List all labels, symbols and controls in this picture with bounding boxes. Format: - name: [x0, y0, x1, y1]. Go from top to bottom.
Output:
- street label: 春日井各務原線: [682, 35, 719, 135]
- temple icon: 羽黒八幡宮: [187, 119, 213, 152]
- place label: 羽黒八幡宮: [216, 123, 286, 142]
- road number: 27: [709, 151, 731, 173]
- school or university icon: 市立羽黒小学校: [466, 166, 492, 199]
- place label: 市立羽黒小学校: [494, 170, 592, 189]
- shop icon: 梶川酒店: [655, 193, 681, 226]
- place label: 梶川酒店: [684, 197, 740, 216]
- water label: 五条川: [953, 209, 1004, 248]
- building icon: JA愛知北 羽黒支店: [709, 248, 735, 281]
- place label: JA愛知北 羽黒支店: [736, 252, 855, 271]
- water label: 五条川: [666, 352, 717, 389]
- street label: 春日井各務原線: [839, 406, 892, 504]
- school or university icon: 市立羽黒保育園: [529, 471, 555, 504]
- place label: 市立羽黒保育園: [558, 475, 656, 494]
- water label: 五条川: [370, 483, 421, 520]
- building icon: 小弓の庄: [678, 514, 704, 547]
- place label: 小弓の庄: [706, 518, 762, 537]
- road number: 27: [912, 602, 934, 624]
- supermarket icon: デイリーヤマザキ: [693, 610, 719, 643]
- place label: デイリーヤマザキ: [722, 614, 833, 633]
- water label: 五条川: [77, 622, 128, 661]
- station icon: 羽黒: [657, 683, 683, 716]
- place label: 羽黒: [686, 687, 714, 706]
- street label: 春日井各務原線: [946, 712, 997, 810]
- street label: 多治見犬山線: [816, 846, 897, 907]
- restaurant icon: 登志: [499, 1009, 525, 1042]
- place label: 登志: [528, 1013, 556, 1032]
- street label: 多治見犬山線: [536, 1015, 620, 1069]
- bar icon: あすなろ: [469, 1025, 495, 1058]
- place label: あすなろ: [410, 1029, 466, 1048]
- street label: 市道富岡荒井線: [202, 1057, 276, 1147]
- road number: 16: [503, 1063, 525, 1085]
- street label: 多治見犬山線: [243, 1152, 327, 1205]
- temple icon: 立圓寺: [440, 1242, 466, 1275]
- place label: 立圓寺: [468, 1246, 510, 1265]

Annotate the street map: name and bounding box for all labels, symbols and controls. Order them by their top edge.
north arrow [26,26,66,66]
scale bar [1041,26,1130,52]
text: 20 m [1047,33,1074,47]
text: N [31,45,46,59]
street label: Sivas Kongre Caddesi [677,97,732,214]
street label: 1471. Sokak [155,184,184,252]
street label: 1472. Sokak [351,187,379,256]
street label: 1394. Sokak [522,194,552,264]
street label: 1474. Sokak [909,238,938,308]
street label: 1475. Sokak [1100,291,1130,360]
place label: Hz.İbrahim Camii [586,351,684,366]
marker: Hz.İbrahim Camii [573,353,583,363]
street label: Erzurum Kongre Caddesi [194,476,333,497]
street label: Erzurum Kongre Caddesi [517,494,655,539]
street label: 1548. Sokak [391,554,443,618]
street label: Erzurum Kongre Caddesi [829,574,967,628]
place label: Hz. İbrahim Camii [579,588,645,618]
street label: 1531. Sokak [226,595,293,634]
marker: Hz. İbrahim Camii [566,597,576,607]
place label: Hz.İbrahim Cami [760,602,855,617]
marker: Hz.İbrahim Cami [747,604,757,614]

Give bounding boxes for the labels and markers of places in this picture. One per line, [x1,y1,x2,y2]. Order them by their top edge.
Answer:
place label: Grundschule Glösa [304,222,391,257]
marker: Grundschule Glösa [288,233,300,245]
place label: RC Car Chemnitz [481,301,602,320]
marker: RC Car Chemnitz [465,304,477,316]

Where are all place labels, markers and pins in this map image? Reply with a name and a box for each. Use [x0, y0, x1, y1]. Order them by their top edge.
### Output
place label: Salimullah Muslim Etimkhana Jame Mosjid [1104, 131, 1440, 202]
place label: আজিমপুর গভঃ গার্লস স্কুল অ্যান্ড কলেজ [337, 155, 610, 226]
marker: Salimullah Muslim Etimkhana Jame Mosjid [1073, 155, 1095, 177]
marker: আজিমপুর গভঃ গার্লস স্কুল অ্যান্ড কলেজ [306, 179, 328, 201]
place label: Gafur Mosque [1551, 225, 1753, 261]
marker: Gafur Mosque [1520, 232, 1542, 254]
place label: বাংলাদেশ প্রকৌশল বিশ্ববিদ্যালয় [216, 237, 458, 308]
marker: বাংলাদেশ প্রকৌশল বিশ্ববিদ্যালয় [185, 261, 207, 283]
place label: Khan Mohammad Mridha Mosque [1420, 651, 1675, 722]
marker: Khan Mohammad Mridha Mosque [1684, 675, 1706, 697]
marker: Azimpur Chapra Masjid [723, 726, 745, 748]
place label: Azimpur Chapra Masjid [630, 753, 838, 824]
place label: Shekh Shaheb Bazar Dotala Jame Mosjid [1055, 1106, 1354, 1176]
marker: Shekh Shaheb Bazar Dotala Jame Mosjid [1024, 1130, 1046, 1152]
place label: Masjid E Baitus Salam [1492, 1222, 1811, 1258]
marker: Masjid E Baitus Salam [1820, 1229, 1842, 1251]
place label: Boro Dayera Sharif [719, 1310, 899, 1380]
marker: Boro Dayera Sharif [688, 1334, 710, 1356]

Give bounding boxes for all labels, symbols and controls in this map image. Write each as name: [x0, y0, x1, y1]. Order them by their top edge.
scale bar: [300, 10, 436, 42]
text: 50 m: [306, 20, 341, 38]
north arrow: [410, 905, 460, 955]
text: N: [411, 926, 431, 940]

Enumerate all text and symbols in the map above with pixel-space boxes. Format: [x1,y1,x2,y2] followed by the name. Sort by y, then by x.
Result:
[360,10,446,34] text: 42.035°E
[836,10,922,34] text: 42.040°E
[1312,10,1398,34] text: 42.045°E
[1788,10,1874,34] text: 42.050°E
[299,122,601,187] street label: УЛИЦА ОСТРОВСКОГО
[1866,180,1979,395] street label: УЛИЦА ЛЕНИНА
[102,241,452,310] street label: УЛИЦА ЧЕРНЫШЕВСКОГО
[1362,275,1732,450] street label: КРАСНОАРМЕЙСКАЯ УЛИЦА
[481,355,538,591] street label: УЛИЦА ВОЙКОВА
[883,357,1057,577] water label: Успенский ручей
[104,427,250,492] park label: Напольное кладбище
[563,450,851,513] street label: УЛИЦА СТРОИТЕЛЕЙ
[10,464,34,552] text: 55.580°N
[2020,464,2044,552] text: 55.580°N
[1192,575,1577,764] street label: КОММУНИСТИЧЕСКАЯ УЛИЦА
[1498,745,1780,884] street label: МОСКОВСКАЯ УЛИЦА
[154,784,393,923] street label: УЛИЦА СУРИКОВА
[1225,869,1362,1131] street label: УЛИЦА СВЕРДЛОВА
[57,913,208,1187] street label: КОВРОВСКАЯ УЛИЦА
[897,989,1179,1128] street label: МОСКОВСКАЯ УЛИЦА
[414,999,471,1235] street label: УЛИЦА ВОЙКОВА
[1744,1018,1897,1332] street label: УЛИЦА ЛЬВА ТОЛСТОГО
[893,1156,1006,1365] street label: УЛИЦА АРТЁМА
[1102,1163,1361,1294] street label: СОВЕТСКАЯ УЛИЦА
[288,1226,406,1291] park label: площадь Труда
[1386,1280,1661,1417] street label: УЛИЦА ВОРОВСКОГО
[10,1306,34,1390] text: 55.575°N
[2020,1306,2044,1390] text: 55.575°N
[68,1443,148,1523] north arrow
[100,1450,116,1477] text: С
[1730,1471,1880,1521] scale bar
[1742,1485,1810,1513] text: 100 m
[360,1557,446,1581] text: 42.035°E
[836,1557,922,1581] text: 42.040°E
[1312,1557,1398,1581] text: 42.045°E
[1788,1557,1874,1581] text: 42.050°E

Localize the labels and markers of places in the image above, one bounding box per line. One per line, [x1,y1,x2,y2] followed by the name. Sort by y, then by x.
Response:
──────────────────────────────
### [Task directions]
Copy every line above that includes the string "picture".

### [Answer section]
List all labels, symbols and controls in this picture with bounding boxes. Format: - name: [x0, y0, x1, y1]. Go from top to bottom.
Give bounding boxes for the labels and markers of places in this picture. One per line, [x1,y1,x2,y2]. Order them by their top edge.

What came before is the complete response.